#### ABOUT THIS EXERCISE
Among the records, which lines include "Cove"? List them.

Data records
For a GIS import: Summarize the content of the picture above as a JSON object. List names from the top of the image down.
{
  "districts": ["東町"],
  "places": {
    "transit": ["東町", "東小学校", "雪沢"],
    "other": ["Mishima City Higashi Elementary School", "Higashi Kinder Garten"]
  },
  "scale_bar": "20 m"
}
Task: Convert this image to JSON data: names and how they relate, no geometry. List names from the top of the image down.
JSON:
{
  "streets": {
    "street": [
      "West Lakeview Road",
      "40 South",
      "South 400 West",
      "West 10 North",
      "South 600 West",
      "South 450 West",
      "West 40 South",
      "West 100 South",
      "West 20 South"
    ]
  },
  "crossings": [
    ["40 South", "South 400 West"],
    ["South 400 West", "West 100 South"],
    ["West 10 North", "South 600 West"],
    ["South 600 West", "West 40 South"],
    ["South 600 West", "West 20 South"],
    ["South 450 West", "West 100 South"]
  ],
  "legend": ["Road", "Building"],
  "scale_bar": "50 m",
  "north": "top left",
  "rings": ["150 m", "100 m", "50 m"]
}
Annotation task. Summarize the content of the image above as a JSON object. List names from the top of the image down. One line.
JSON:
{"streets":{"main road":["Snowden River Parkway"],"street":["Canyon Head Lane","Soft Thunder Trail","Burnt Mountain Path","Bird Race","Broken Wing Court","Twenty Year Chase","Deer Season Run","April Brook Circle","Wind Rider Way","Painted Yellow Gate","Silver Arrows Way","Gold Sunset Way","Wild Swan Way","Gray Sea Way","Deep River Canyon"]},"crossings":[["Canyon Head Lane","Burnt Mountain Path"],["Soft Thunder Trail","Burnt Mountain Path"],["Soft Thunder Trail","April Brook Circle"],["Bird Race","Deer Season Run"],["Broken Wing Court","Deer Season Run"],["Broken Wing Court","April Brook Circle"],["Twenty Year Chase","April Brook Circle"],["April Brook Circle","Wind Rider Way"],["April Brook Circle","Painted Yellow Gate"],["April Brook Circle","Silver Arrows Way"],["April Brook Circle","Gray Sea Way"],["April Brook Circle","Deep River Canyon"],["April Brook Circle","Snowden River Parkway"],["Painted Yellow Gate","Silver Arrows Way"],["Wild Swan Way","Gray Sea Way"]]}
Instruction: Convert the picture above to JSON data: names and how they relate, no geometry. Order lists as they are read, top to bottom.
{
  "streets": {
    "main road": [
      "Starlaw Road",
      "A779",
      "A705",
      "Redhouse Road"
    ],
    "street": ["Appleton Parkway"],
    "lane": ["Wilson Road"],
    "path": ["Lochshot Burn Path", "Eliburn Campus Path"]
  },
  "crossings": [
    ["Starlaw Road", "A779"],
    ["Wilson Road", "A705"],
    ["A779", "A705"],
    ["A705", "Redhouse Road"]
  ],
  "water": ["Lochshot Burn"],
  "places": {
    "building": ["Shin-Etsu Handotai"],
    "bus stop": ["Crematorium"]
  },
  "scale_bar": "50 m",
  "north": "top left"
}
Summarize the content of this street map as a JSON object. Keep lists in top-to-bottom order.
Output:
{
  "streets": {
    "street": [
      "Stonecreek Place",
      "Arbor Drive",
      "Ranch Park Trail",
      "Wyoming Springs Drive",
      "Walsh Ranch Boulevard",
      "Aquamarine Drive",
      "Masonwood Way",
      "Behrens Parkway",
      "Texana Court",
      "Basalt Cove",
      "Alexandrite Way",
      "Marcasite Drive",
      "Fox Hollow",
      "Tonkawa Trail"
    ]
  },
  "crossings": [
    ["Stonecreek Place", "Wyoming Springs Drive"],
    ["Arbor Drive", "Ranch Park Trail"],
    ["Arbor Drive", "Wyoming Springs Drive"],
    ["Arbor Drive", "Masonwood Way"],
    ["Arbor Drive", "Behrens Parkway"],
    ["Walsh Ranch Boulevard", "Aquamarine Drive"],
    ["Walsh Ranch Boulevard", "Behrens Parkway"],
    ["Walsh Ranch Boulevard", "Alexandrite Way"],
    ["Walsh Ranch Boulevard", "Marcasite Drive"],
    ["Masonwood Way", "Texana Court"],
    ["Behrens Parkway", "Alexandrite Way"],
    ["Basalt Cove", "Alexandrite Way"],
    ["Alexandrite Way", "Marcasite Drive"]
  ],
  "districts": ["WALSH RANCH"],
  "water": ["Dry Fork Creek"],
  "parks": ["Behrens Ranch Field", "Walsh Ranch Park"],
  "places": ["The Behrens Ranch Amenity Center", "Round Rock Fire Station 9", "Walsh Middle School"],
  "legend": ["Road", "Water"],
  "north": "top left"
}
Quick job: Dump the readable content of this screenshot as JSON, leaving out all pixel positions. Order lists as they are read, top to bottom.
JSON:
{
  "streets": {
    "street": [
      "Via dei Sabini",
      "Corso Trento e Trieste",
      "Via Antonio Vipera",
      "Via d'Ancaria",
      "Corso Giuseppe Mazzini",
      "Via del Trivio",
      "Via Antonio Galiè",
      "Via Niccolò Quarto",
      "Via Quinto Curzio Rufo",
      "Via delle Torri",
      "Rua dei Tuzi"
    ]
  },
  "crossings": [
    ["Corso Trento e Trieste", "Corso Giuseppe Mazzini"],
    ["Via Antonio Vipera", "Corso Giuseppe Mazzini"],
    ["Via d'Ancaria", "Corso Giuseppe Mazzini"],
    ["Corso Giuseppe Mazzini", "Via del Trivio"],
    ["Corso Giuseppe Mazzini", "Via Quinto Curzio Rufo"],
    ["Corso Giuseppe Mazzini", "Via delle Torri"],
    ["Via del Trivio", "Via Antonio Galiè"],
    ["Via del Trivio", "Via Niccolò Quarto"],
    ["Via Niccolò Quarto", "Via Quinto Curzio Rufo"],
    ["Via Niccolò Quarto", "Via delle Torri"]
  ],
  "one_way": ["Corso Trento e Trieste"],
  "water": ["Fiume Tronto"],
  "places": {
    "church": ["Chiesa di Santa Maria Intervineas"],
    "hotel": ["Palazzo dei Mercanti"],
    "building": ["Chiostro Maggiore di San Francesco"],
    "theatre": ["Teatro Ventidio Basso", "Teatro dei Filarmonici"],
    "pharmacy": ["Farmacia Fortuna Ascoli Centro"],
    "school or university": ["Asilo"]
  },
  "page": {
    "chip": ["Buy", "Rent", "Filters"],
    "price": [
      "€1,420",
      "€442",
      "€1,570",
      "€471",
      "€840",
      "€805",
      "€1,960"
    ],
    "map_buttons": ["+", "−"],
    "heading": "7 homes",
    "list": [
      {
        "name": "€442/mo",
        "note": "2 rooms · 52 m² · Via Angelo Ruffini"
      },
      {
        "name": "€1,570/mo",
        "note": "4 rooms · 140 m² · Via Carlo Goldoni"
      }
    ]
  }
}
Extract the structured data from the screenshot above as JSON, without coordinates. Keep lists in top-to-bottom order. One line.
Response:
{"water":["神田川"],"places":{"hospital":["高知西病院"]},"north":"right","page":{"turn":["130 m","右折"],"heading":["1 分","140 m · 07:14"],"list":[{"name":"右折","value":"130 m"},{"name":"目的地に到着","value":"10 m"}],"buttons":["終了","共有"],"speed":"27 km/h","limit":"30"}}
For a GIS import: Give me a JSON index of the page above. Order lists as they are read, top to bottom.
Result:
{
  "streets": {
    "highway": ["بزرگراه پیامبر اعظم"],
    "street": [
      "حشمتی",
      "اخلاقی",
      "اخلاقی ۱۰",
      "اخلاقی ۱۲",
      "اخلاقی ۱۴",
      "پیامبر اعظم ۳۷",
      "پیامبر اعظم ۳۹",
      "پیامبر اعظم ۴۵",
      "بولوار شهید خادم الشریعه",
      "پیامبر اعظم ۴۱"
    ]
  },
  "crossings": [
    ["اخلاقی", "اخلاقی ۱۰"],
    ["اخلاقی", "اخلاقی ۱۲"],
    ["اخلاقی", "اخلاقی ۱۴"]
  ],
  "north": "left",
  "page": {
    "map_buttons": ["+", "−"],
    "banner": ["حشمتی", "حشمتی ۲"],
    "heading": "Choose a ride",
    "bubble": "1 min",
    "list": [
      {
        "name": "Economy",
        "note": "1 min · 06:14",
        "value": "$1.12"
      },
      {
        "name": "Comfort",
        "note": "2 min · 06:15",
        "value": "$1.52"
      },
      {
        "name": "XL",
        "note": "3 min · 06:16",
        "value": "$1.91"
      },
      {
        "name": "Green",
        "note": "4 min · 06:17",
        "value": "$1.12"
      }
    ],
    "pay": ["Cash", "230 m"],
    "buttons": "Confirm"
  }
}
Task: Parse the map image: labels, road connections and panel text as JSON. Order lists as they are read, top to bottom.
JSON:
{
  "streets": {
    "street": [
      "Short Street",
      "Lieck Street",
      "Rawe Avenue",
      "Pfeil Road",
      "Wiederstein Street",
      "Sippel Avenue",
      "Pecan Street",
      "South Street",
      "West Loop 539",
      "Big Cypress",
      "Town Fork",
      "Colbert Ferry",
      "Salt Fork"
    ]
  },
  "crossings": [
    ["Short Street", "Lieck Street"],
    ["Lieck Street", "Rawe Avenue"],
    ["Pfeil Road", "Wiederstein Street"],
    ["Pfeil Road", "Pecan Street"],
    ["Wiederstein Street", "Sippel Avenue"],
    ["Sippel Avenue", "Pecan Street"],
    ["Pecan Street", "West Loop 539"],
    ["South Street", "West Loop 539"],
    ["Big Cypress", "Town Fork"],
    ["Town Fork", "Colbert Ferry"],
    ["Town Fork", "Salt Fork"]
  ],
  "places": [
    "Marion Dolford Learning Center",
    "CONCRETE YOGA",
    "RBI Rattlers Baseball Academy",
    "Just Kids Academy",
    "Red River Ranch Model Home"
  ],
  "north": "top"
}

#### RESULT OF THIS TASK
      "Basalt Cove",
    ["Basalt Cove", "Alexandrite Way"],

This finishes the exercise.